Task prompt:
Extract each line of the material that follows exactly and omit its pictures.

Records to process:
◆ ◆ ◆ ◆ ◆

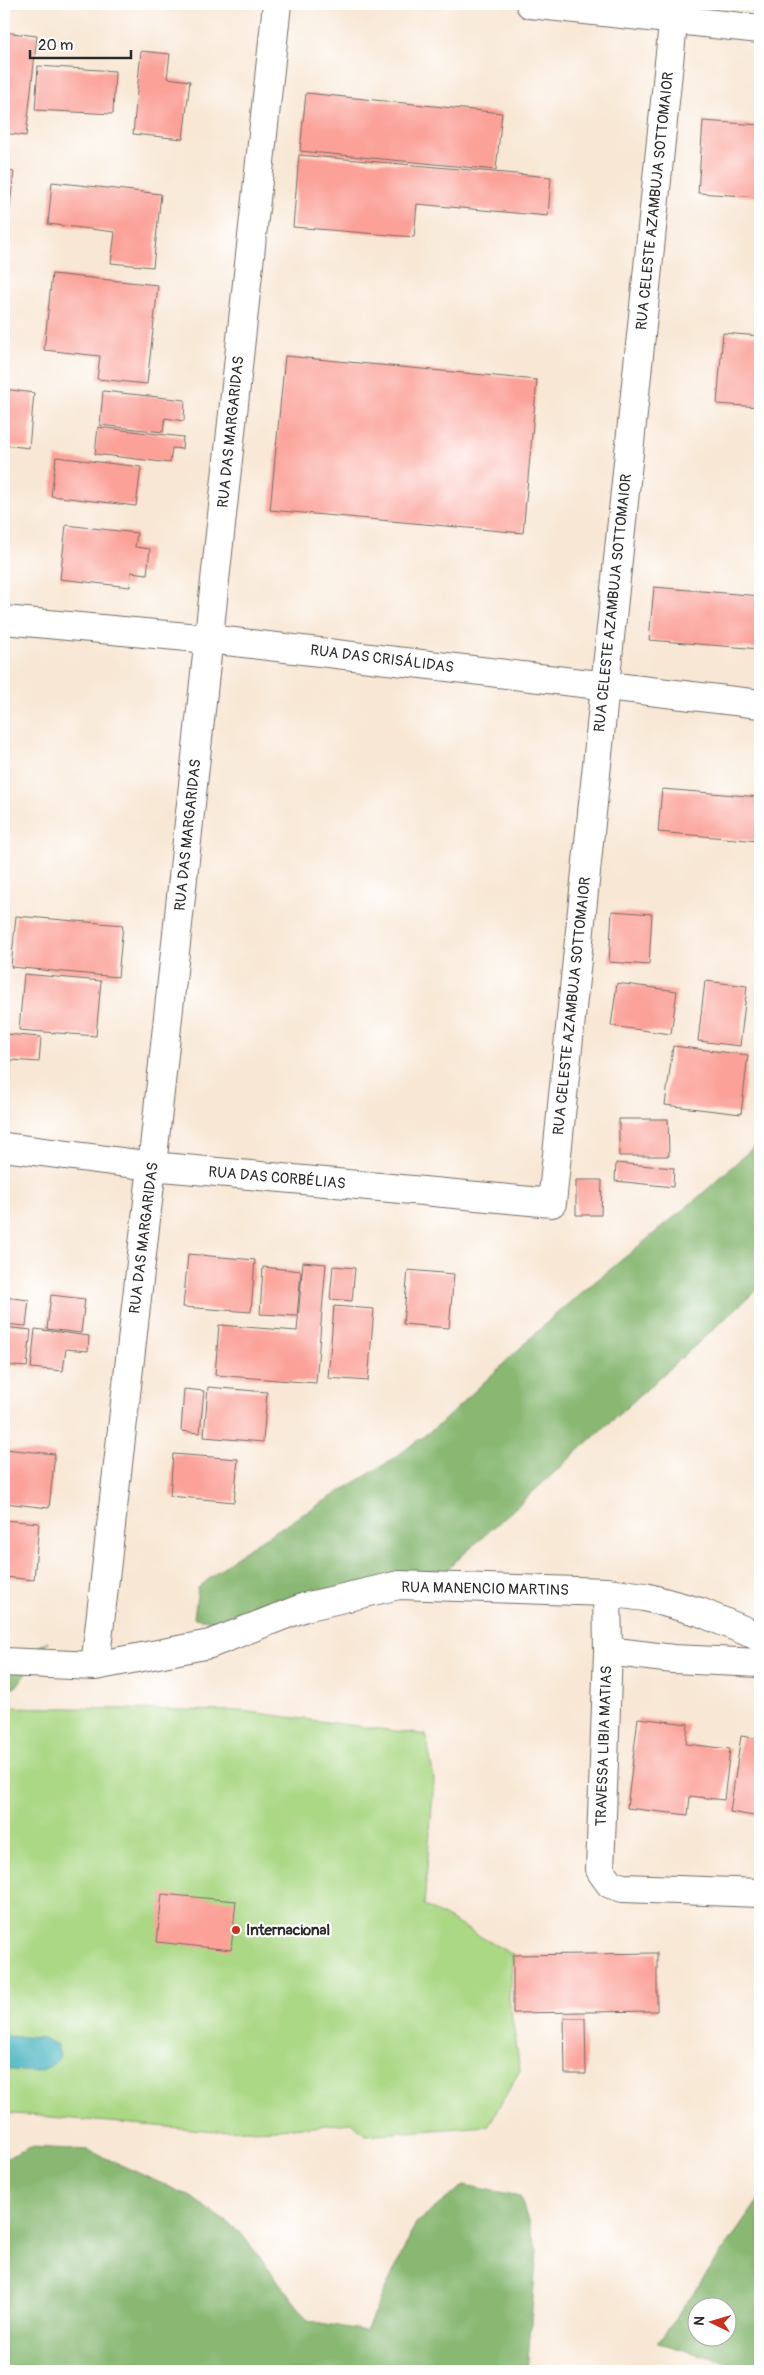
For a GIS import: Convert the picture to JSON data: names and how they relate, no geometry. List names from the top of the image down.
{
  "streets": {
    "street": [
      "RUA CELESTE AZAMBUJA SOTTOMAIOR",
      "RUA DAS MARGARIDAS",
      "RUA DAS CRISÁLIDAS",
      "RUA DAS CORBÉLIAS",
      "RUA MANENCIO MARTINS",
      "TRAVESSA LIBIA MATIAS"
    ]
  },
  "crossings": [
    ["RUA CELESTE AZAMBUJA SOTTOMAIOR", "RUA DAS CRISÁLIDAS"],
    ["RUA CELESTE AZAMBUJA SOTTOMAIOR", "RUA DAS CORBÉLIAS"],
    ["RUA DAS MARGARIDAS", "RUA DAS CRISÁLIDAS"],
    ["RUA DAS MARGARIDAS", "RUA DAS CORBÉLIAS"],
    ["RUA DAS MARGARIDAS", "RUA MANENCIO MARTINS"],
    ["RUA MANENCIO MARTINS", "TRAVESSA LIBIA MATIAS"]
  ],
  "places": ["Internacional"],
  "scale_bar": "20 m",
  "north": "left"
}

◆ ◆ ◆ ◆ ◆

Answer area:
For a GIS import: Convert the picture to JSON data: names and how they relate, no geometry. List names from the top of the image down.
{
  "streets": {
    "street": [
      "RUA CELESTE AZAMBUJA SOTTOMAIOR",
      "RUA DAS MARGARIDAS",
      "RUA DAS CRISÁLIDAS",
      "RUA DAS CORBÉLIAS",
      "RUA MANENCIO MARTINS",
      "TRAVESSA LIBIA MATIAS"
    ]
  },
  "crossings": [
    ["RUA CELESTE AZAMBUJA SOTTOMAIOR", "RUA DAS CRISÁLIDAS"],
    ["RUA CELESTE AZAMBUJA SOTTOMAIOR", "RUA DAS CORBÉLIAS"],
    ["RUA DAS MARGARIDAS", "RUA DAS CRISÁLIDAS"],
    ["RUA DAS MARGARIDAS", "RUA DAS CORBÉLIAS"],
    ["RUA DAS MARGARIDAS", "RUA MANENCIO MARTINS"],
    ["RUA MANENCIO MARTINS", "TRAVESSA LIBIA MATIAS"]
  ],
  "places": ["Internacional"],
  "scale_bar": "20 m",
  "north": "left"
}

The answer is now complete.